═════ GIVEN INFORMATION ═════
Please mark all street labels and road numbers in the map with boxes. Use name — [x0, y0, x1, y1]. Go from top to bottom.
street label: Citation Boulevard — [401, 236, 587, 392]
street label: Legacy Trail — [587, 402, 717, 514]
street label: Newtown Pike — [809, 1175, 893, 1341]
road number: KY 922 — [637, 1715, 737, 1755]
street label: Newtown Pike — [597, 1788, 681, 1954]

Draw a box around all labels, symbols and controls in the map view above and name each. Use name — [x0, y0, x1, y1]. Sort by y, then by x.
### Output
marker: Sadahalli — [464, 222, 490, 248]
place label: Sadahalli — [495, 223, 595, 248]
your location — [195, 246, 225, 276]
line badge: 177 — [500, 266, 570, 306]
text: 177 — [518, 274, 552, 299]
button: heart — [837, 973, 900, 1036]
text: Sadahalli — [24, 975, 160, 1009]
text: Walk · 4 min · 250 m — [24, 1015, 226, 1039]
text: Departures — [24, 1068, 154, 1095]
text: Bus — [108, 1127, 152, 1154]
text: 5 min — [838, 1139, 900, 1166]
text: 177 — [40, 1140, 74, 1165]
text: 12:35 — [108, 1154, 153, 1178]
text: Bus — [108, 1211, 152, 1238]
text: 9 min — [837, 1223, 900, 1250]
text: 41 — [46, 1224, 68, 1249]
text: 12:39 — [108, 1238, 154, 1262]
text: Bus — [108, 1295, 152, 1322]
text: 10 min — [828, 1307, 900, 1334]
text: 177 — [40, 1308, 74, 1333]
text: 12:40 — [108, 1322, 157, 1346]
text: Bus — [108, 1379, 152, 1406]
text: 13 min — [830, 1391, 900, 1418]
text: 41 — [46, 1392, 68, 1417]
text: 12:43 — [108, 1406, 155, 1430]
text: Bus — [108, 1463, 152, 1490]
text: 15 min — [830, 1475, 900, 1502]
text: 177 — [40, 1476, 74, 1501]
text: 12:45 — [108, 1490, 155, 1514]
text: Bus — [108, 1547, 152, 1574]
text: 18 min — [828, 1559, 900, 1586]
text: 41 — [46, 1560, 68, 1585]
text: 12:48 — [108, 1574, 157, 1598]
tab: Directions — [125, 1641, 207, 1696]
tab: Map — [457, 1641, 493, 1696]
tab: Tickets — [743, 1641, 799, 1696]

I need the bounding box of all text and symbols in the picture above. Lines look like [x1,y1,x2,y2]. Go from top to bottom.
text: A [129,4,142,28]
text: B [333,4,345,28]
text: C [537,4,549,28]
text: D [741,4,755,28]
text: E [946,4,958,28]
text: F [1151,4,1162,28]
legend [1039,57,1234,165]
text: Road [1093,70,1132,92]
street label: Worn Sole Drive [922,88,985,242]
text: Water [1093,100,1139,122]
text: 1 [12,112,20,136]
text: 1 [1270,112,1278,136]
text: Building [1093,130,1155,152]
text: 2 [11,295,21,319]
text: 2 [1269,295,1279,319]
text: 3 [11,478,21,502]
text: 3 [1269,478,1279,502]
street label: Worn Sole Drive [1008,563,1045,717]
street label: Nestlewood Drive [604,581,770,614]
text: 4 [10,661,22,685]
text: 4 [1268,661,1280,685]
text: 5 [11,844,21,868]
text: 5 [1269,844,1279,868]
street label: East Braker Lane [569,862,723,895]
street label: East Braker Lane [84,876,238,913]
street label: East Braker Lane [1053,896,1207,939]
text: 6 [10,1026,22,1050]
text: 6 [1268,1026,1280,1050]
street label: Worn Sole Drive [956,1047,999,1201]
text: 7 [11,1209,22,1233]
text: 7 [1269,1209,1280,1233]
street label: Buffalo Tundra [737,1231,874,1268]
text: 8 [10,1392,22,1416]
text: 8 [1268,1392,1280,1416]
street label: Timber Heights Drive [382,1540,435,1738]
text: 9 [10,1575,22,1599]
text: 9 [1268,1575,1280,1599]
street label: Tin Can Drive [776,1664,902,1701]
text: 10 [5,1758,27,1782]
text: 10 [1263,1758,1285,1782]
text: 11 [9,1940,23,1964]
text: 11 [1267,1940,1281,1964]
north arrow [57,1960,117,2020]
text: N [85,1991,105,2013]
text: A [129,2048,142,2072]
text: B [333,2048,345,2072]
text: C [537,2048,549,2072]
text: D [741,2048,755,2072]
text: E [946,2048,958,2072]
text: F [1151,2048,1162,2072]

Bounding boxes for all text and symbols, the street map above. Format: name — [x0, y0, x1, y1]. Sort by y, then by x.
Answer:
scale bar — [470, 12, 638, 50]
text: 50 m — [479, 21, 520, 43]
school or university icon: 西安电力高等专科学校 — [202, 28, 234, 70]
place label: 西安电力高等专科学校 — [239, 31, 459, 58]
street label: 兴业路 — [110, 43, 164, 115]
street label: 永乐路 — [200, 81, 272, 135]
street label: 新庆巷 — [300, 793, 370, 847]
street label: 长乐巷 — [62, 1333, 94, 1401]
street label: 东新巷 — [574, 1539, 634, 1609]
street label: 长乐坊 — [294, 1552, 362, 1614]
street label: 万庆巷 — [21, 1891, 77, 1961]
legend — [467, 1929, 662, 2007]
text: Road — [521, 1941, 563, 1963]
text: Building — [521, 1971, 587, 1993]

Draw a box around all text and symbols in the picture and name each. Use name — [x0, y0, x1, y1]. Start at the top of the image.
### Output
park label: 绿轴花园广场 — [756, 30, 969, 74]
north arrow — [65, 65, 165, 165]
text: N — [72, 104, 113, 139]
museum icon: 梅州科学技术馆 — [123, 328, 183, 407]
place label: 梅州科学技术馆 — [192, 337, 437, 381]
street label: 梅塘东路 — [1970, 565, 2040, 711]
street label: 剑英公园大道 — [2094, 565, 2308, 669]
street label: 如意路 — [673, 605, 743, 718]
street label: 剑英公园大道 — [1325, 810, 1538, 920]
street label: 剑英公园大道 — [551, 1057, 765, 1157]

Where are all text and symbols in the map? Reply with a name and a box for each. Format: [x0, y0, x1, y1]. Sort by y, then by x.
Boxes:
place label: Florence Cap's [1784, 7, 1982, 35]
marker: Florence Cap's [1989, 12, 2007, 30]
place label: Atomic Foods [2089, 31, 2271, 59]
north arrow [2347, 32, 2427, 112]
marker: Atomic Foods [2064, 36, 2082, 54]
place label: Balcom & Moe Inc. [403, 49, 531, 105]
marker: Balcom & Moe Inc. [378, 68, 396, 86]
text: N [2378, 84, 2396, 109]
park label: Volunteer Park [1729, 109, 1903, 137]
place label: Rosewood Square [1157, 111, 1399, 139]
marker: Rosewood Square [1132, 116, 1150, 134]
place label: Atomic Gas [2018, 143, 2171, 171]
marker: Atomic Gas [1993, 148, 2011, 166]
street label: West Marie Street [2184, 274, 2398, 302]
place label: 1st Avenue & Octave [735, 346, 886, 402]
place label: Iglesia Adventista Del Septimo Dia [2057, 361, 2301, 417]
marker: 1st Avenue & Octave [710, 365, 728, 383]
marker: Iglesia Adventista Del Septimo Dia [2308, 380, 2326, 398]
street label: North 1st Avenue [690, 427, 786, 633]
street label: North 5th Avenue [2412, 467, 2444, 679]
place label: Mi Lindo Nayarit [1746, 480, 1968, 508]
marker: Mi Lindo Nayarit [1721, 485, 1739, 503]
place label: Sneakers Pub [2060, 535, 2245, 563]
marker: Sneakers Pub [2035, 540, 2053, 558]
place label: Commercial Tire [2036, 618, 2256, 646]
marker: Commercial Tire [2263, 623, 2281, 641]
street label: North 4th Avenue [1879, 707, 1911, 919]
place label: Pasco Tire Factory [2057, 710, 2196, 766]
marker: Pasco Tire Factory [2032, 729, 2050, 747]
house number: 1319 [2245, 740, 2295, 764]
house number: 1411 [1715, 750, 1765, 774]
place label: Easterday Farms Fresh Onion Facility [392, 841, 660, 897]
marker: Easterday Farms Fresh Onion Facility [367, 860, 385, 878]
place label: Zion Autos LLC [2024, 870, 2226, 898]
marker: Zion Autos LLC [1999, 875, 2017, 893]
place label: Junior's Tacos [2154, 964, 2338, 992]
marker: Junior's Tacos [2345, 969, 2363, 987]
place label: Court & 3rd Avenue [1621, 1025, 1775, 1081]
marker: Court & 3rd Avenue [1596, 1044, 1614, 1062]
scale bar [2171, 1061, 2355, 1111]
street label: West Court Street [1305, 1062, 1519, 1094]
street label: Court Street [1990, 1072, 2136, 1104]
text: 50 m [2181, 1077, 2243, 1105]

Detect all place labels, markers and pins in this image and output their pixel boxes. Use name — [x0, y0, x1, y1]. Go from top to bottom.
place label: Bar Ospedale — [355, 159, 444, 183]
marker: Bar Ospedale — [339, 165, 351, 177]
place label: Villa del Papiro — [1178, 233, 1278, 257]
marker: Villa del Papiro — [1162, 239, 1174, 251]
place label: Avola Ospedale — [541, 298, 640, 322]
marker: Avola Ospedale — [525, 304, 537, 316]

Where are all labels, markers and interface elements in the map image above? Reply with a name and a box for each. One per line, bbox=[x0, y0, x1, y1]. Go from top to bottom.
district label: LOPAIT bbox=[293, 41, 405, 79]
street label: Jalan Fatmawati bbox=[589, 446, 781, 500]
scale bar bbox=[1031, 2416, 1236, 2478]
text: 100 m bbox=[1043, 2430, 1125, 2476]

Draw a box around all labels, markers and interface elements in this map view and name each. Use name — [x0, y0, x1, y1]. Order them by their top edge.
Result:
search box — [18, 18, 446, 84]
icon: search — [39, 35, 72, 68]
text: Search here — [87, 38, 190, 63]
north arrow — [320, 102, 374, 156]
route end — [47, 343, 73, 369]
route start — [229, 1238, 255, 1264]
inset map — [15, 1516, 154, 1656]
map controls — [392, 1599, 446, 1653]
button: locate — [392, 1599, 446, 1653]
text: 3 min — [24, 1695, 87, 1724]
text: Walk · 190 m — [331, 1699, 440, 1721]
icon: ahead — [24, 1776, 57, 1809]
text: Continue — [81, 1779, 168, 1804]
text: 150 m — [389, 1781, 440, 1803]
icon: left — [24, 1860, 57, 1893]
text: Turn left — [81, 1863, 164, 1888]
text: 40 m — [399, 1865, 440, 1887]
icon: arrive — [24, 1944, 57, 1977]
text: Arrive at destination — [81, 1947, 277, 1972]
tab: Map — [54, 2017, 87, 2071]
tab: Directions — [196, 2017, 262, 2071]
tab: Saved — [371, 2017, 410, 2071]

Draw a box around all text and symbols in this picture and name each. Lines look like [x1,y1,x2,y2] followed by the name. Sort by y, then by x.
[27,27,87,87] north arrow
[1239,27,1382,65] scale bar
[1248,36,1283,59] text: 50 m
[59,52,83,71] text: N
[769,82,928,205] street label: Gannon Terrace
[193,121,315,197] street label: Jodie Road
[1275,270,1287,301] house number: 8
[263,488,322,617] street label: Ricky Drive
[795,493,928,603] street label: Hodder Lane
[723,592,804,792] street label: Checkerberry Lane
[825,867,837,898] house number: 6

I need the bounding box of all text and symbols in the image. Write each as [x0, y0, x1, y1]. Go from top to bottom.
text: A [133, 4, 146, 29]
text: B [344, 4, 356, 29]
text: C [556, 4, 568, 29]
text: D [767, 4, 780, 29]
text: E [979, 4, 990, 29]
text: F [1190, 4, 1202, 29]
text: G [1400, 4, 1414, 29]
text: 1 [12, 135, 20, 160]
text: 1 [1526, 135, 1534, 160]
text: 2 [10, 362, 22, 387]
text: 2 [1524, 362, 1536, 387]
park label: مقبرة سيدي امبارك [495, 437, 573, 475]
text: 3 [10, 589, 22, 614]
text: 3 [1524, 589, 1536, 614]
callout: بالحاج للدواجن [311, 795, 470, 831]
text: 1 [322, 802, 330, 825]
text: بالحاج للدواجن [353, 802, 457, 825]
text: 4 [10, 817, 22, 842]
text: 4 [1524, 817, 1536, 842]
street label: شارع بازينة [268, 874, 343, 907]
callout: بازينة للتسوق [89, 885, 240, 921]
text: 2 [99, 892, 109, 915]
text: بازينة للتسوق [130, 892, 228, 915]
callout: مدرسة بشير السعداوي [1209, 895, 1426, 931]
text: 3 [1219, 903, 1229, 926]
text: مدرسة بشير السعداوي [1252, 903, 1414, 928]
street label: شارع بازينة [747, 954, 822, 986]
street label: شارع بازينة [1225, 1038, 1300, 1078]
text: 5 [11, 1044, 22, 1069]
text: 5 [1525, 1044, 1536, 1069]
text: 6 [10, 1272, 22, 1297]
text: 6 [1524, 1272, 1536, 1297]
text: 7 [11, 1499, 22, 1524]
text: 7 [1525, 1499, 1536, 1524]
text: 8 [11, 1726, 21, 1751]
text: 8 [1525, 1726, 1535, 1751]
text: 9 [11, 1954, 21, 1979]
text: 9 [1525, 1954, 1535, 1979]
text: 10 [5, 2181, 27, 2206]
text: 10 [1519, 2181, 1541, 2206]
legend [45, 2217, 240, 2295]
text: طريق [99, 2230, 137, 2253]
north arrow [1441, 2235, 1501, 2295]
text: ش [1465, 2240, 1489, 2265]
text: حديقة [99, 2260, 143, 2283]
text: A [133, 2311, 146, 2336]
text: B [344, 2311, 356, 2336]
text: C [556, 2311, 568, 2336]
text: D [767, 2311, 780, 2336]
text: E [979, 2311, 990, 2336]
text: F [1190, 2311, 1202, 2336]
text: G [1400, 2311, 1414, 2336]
═════
## PROMPT
Search the data for the string "icon" and copy every line where it appears.

## ANSWER SECTION
school or university icon: 西安电力高等专科学校 — [202, 28, 234, 70]
museum icon: 梅州科学技术馆 — [123, 328, 183, 407]
icon: search — [39, 35, 72, 68]
icon: ahead — [24, 1776, 57, 1809]
icon: left — [24, 1860, 57, 1893]
icon: arrive — [24, 1944, 57, 1977]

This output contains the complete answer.